Mixed-media artist Andres Gallardo, 25, traveled from New York to Miami with one goal in mind: to hide his works of art throughout the streets of Wynwood.
Gallardo has become popular in the Northeast for creating works of art, hiding them in different parts of a city and organizing what he refers to as “Gem Scavenger Hunts” — searches in which people in the community go out looking for art and are free to take the works home if they find them. He did just that in Miami the weekend of Feb. 8-9.
"I have friends who live in Miami, and they called me telling me, ‘It’s a great time for art in Miami, you have to come down,’ " said Gallardo, who in the past has mailed his art to friends here who organized scavenger hunts on his behalf.

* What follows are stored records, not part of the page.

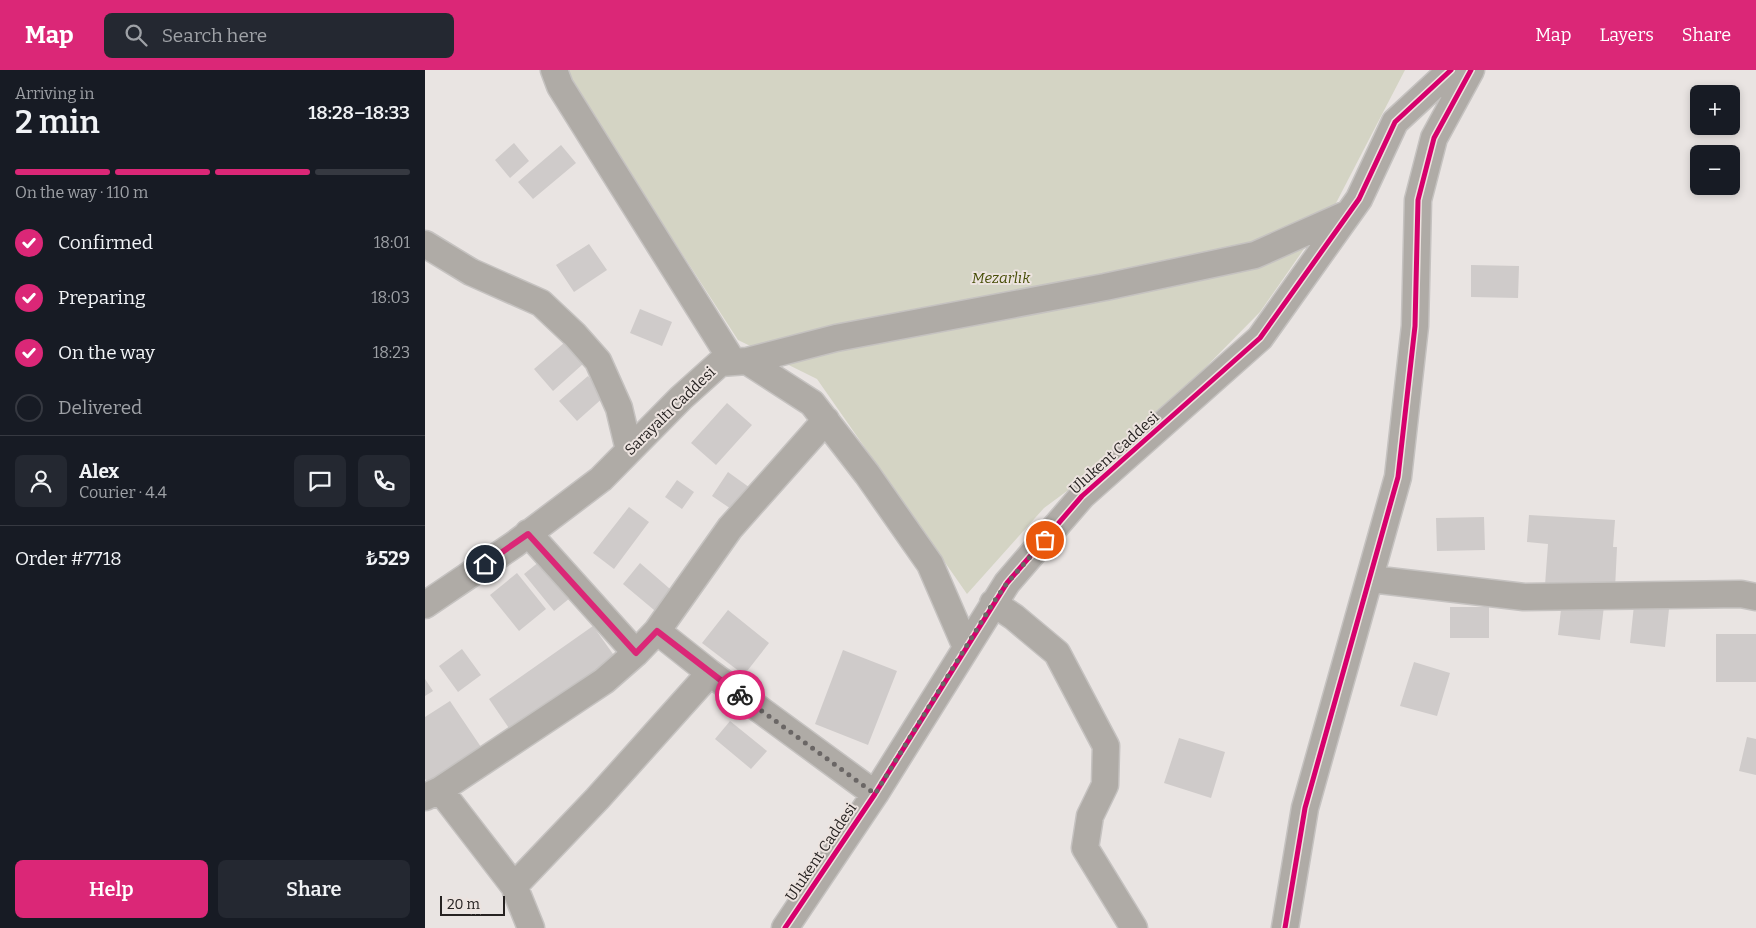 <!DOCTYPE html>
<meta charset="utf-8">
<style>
body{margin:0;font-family:Bitter,serif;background:#242831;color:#f1f3f6;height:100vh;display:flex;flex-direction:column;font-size:19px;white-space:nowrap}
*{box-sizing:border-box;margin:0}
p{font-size:16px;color:#9ea1a6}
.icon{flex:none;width:28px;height:28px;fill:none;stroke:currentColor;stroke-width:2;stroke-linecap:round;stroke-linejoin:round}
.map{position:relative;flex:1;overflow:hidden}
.sheet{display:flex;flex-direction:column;background:#171b24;width:425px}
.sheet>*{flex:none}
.fabs{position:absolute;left:1265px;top:15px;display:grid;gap:10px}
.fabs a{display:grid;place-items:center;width:50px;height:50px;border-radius:8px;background:#171b24;box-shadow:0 2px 8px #0003;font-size:25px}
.scale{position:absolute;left:15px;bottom:12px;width:65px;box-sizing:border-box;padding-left:5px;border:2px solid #262221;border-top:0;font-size:14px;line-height:18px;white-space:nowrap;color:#262221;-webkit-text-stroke:4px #ece3df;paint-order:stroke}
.pin{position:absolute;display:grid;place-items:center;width:42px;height:42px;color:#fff;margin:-21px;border:2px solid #fff;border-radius:50%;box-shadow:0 1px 5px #0007}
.courier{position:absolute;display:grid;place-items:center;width:50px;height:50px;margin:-25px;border:4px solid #db2777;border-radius:50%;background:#fff;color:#222;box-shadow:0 1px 6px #0007}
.summary em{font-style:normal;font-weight:600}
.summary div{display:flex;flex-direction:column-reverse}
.summary{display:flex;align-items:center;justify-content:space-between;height:85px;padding:0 15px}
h1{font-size:32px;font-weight:600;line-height:38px}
.bar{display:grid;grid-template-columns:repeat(4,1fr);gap:8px 5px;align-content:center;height:60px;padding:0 15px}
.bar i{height:6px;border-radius:4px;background:#363941}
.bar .active{background:#db2777}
.bar p{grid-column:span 4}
.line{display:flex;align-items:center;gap:12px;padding:0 15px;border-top:1px solid #363941}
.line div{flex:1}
.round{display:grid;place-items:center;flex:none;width:52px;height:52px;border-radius:8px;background:#242831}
ol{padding:0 15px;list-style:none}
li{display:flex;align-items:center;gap:15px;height:55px}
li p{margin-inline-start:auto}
li .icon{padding:5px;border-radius:50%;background:#db2777;color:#fff;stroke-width:4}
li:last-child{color:#9ea1a6}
li i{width:28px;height:28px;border:2px solid #363941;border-radius:50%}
.cta{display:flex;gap:10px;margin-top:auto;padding:10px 15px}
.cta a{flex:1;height:58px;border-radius:8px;background:#db2777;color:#fff;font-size:20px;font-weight:600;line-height:58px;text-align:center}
.cta a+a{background:#242831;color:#f1f3f6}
header{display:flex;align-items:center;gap:30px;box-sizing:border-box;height:70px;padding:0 25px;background:#db2777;color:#fff}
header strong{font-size:24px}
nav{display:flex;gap:28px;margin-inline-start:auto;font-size:18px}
.search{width:350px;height:45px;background:#242831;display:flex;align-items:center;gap:12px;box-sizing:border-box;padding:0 18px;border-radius:8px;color:#9ea1a6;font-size:19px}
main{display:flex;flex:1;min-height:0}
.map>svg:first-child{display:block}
</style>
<header>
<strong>Map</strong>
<div class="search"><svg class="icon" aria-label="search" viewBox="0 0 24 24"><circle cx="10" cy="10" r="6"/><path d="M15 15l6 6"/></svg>Search here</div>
<nav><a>Map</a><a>Layers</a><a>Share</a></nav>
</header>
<main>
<section class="sheet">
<div class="summary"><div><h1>2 min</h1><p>Arriving in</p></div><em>18:28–18:33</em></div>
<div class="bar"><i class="active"></i><i class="active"></i><i class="active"></i><i></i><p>On the way · 110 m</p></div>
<ol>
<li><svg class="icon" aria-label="check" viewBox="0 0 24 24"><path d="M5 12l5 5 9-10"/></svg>Confirmed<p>18:01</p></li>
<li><svg class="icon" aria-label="check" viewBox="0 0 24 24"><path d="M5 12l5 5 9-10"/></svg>Preparing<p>18:03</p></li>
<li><svg class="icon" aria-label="check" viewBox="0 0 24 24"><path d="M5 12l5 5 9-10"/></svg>On the way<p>18:23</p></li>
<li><i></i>Delivered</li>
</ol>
<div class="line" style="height:90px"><a class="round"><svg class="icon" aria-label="person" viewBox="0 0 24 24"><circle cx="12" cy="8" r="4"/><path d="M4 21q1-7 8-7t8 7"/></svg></a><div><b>Alex</b><p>Courier · 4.4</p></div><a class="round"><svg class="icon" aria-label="chat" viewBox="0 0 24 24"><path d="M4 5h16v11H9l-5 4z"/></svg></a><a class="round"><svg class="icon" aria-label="phone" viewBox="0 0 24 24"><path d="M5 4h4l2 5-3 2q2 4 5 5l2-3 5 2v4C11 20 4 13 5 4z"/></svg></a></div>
<div class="line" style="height:65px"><div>Order #7718</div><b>₺529</b></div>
<div class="cta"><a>Help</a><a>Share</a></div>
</section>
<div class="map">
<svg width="1331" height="858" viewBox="0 0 1331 858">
<rect width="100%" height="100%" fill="#e9e4e2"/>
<path fill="#d4d4c4" d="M138,0h842l-69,133 -76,109 -132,134 -84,62 -77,86 -150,-215 -79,-39z"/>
<path fill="#cfcbca" d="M89,73l15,18 -19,17 -15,-18z
M136,75l15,18 -43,36 -15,-17z
M164,174l18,26 -33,22 -18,-27z
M1046,195l48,1 -1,32 -47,-1z
M215,239l32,13 -10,24 -32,-13z
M139,273l19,21 -30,27 -19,-22z
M163,306l17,20 -28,25 -18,-20z
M302,333l25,22 -36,40 -25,-22z
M303,402l25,18 -16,23 -25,-17z
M252,410l17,12 -12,17 -17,-12z
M204,437l20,15 -35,47 -21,-16z
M1104,445l86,5 -2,27h4l-2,42 -70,-4 3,-41 -21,-2z
M1059,447l1,33 -48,1 -1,-33z
M120,487l30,37 -21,17 -30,-37z
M215,493l37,32 -17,20 -37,-31z
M92,503l29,36 -27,22 -29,-36z
M1137,531l42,5 -4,34 -42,-5z
M1209,535l35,4 -4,38 -35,-4z
M1025,537h39v31h-39z
M303,540l41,33 -25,32 -42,-32z
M168,556l25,35 -105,73 -24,-35z
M1291,564h40v48h-40z
M37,579l19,26 -23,17 -19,-26z
M418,580l54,21 -29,74 -53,-21z
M989,592l36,11 -13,43 -37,-10z
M0,609l8,12 -8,5z
M25,631l33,49 -53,36 -5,-7v-62z
M305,651l37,30 -16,18 -36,-30z
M1322,667l9,2v36l-17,-4z
M754,668l46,14 -14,46 -47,-15z"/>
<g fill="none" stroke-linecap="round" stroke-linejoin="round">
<g stroke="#c5c2c0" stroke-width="29">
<path id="minor" d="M129,0l6,16 173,276
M0,174l46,28 70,31 34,32 23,26 21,47 10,42
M322,291l89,-23 269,-51 150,-32 94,-42
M103,463l108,120
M946,509l153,18 217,-3 15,3
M568,533l21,14 43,36 49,93 -1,39 -15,31 -5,32 49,80
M0,535l90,-61 86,-65 80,-81 39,-35 27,-2 65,42 55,71 63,90 36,83
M232,561l53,42 165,121
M15,720l74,96 17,42
M0,727l15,-7 164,-109 32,-28 21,-22 73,-103 96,-108
M89,816l83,-87 113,-126
M360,858l90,-134 132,-211 75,-87 178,-158 99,-139 36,-77 56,-52
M860,858l20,-120 93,-331 17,-151 3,-126 16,-62 37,-68"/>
</g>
<use href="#minor" stroke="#afaba6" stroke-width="26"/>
<g stroke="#ece3df" stroke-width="8">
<path id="cycleway" d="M360,858l90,-134 132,-211 75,-87 178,-158 99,-139 36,-77 56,-52
M860,858l20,-120 93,-331 17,-151 3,-126 16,-62 37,-68"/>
</g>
<use href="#cycleway" stroke="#d6006c" stroke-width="5"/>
</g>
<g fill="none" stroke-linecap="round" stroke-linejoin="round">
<path stroke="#6a6665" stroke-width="5" stroke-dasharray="0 9" d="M315,625l135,99 118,-191 14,-20 38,-43"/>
<path stroke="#db2777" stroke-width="6" d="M60,494l43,-30 108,119 21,-22 83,64"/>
</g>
<g text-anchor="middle" stroke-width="4" stroke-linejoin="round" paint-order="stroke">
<g font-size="15" font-style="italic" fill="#484f09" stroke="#ece3df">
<text x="576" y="213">Mezarlık</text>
</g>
<g font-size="15" fill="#262221" stroke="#ece3df">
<text transform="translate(245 341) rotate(-44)" y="5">Sarayaltı Caddesi</text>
<text transform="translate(689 383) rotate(-42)" y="5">Ulukent Caddesi</text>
<text transform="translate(396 782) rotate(-56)" y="5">Ulukent Caddesi</text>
</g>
</g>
</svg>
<div class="fabs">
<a>+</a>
<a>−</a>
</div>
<div class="scale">20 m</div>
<div class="pin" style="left:620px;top:470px;background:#ea580c"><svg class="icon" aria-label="bag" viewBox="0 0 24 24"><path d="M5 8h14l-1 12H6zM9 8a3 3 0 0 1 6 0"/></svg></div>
<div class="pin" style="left:60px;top:494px;background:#1f2937"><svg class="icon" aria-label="home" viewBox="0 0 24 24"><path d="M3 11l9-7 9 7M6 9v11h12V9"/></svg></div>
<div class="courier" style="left:315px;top:625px"><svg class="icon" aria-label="bike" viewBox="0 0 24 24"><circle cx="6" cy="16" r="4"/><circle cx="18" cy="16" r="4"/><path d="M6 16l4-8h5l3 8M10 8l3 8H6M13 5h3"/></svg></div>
</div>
</main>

"My friends told me that people had a very positive reaction to the ‘gem hunt,’ and on Twitter and Instagram I was able to see pictures of people showing off the pieces they had found," he said. " I loved looking at those photos and knowing I had something to do with the smiles on their faces."
Gallardo finally made the trip to Miami to see for himself what all the hype was about. On Saturday, he hid his art throughout the streets of Wynwood during the neighborhood’s “Art Walk” that takes place the first Saturday of each month.
"I’m so glad to be in Miami to personally distribute my art. I've done this in different states, but because of my Latino culture, being in Miami and doing this here feels so right, " said Gallardo, admitting that he had fallen in love with the city in just a few days since arriving.
Gallardo, who is Panamanian, painted pieces meant especially for Miami. He chose to paint figures who are well-known in Miami, such as the Miami Heat’s LeBron James, as well as salsa music legends Hector Lavoe and Oscar D'León.
Gallardo usually paints on old vinyl records and small pieces of wood and canvas and has been interviewed by several TV stations in Long Island, New York. He was featured in Time magazine when he painted on-the-spot Trayvon Martin pieces at a rally in New York City and gave away his artwork to protestors.
Of the scavenger hunts he orchestrated in Wynwood, Gallardo said: “This is my way of contributing to the burgeoning art movement here. Miami is becoming a mecca for artists, and I came here because I wanted to be a part of that.”